When Caroline told me I was not safe, I was distraught because some people after had gotten the "you may be safe" from Caroline. This unknowing how to get into the safe zone was very infuriating after each round I did not get the "you may be safe" from Caroline. I felt very anxious and sad in the end of the second round when I realized almost everyone had gotten the flow of how to be chosen except me. When I was exiled to the corner I felt really belittled by everyone else. One, because I had to sit apart from everyone else, and two, I thought that the only reason why I did not get in was because I looked different or said something different from everyone else. This could relate to the real world and social experiments because people of a different skin color or religion could feel like how I felt when I was not treated like everyone else. I felt like so many different people in the world, I felt left out.
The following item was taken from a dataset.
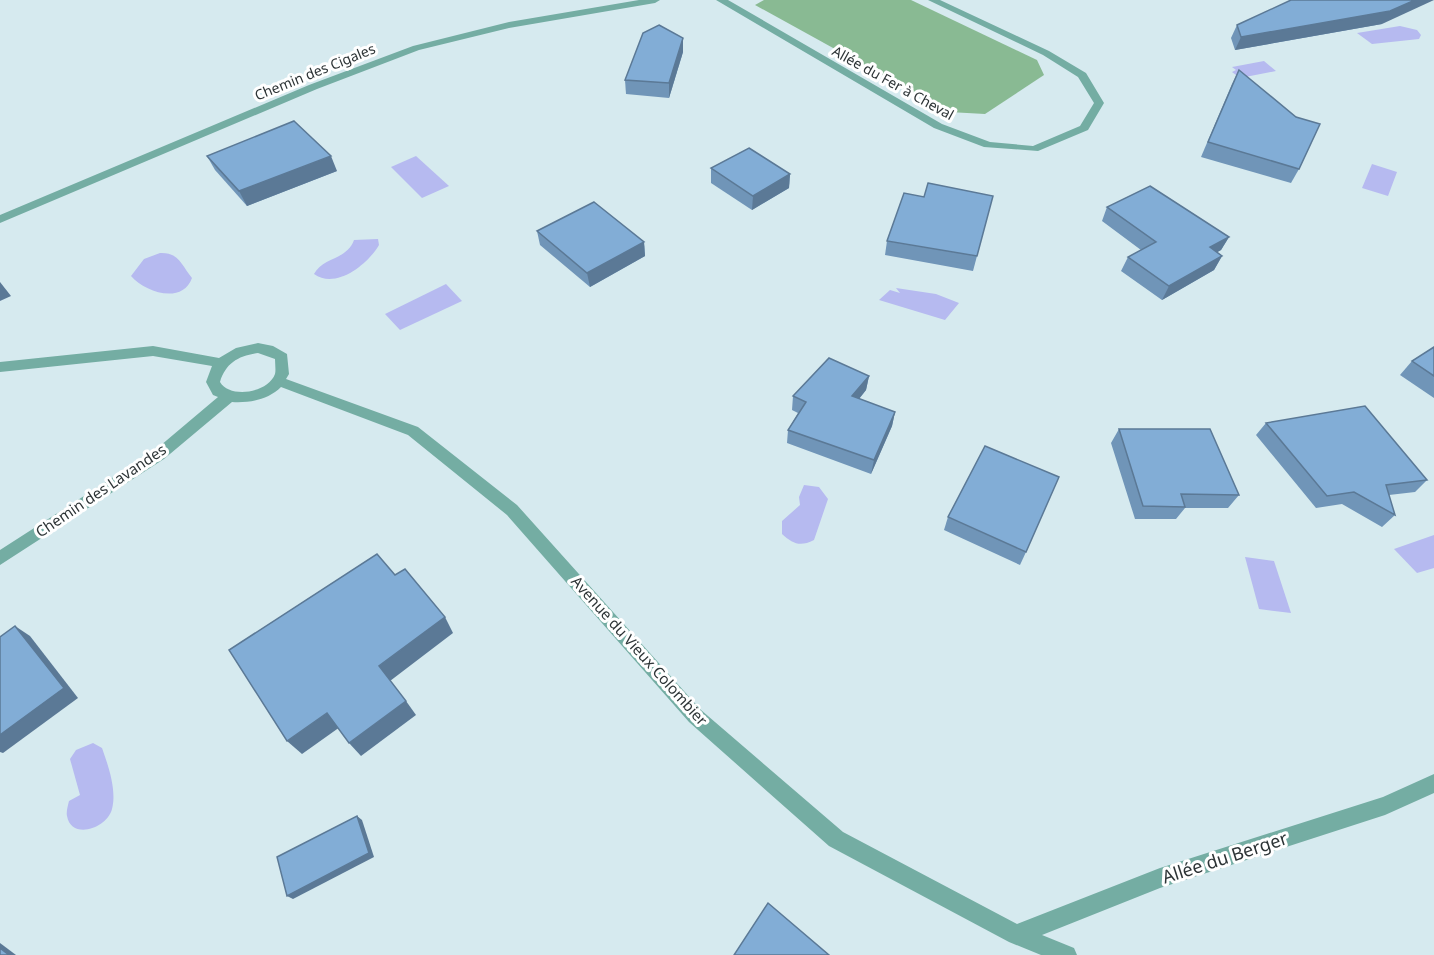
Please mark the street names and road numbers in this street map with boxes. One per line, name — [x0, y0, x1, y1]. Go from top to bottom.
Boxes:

After I had been exiled to the other side of the room, I started to think what might have been flowing through those people's minds that had been chosen. Were they asking themselves why were they chosen, or did they know why they were chosen. If I was chosen I would definitely be asking myself those questions. I would feel great that I was somehow the one chosen and I would feel ahead of the pack. I would feel like I was special and I had something that the people who were not chosen did not have. This relates to the real world because people in the real world feel great about themselves for different things. Some feel ahead of the pack because they were smarter than a lot of other people, or that they could do something only some people can. They could also feel good about themselves for doing bad things. They could feel good about themselves because the media is awarding them for belittling another race or religion to make themselves feel better about themselves.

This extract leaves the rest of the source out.